He turned and plunged through the bed as she tried to grab his bare foot. Leaping off at the other side he ran to the door. She was almost as quick in running round the bed. He had unlocked the door and was pulling it open when she reached up her hand and scratched her nails down his cheek. Her lovely face was distorted with rage, reminding him agonisingly of his mother. “I will go, you beast. And I hope you never have a second’s pleasure with a woman in your life.” She dragged the door behind her with what sounded to him an echoing bang and he heard her footsteps running away down the passage.

He locked the door and put his hand to his cheek where he could feel blood trickling down.

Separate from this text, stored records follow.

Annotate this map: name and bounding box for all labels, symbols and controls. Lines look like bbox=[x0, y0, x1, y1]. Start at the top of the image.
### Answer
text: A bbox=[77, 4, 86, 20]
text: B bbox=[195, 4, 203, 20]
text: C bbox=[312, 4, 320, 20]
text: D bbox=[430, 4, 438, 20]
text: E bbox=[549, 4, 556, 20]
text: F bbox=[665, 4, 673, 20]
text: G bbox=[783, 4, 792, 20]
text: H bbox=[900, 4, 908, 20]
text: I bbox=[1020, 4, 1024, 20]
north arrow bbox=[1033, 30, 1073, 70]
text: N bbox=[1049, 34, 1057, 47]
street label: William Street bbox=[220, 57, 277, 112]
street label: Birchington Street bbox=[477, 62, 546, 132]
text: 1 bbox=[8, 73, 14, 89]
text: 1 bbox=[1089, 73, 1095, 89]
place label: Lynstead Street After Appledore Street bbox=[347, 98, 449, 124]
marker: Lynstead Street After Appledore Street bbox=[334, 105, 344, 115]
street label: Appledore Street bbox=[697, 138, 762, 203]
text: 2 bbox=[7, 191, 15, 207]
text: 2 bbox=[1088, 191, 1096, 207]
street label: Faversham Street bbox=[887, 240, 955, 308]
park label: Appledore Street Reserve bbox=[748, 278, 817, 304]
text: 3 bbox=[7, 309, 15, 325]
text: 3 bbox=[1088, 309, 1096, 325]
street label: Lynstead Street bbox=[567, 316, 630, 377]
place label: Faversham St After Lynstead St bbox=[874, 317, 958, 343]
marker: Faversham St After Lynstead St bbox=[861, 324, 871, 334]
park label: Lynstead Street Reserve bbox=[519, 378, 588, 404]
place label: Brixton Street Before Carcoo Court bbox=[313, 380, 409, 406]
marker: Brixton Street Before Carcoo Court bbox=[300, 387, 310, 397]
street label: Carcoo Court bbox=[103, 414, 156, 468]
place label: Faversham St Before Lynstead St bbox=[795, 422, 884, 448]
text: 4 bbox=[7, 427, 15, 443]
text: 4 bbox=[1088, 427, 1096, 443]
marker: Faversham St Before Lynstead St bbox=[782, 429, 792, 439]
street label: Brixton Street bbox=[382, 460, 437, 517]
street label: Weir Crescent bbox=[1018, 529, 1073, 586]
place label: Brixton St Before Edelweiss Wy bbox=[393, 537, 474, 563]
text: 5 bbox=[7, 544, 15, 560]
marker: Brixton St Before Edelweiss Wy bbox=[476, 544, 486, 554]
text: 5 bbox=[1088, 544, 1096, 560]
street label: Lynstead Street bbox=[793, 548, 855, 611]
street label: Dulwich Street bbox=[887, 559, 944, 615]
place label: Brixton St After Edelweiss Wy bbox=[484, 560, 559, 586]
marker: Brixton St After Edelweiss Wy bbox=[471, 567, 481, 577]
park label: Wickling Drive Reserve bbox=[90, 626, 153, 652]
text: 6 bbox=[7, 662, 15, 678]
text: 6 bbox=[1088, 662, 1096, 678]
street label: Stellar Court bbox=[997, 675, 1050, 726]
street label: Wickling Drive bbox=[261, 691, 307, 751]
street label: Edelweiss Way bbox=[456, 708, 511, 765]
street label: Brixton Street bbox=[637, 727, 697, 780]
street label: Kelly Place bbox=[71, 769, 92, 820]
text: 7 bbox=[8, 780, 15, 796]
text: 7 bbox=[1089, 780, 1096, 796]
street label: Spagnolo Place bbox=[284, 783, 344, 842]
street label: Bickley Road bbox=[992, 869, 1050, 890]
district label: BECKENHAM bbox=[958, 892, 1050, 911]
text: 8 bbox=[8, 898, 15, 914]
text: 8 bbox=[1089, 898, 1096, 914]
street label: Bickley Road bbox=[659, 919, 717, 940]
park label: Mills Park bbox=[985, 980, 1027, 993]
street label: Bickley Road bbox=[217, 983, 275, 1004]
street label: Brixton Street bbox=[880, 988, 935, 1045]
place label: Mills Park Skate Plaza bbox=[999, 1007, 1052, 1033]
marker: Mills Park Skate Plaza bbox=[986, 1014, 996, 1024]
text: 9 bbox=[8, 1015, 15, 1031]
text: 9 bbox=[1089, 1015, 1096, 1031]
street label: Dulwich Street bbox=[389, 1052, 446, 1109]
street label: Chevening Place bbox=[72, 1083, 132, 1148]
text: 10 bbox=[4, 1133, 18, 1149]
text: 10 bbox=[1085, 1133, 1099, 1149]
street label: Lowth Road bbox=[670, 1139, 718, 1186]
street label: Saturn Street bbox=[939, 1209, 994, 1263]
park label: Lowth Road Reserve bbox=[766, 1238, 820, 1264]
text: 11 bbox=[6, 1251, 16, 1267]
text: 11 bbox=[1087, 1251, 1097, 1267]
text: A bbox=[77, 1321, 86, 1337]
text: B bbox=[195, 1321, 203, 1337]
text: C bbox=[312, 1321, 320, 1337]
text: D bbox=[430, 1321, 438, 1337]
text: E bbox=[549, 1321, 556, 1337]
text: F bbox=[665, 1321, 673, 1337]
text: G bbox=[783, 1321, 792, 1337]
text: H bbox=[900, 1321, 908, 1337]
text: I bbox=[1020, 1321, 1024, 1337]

He had hardly begun to bathe the place at his silver basin when a different knock came and Edward’s voice called softly, “Nat!”

Holding a handkerchief to the place he opened the door though how he was to explain the rumpus he couldn’t imagine.

That proved unnecessary. “Oh Nat, she didn’t, did she? I’m so very sorry,” was Edward’s greeting. “It’s hard to know what to do because I made a fool of myself once butting in. The fellow said I spoilt his pleasure.”

“Merciful heaven! Does this happen often?”

“Usually they are older. I thought you would be safe. She’s quite old – twenty-six. I’m afraid she misses her late husband. He was a dashing cavalry officer and I suppose ... but you understand.”

He sat down on the end of the bed and looked sadly at Nat. “She’s quite a problem, because he was a terrible spendthrift and she’s been left with debts. Father would love to get her married off, to anyone steady. She’s already cost him one dowry and I suppose he’d have to find another. Well, she certainly took a fancy to you.”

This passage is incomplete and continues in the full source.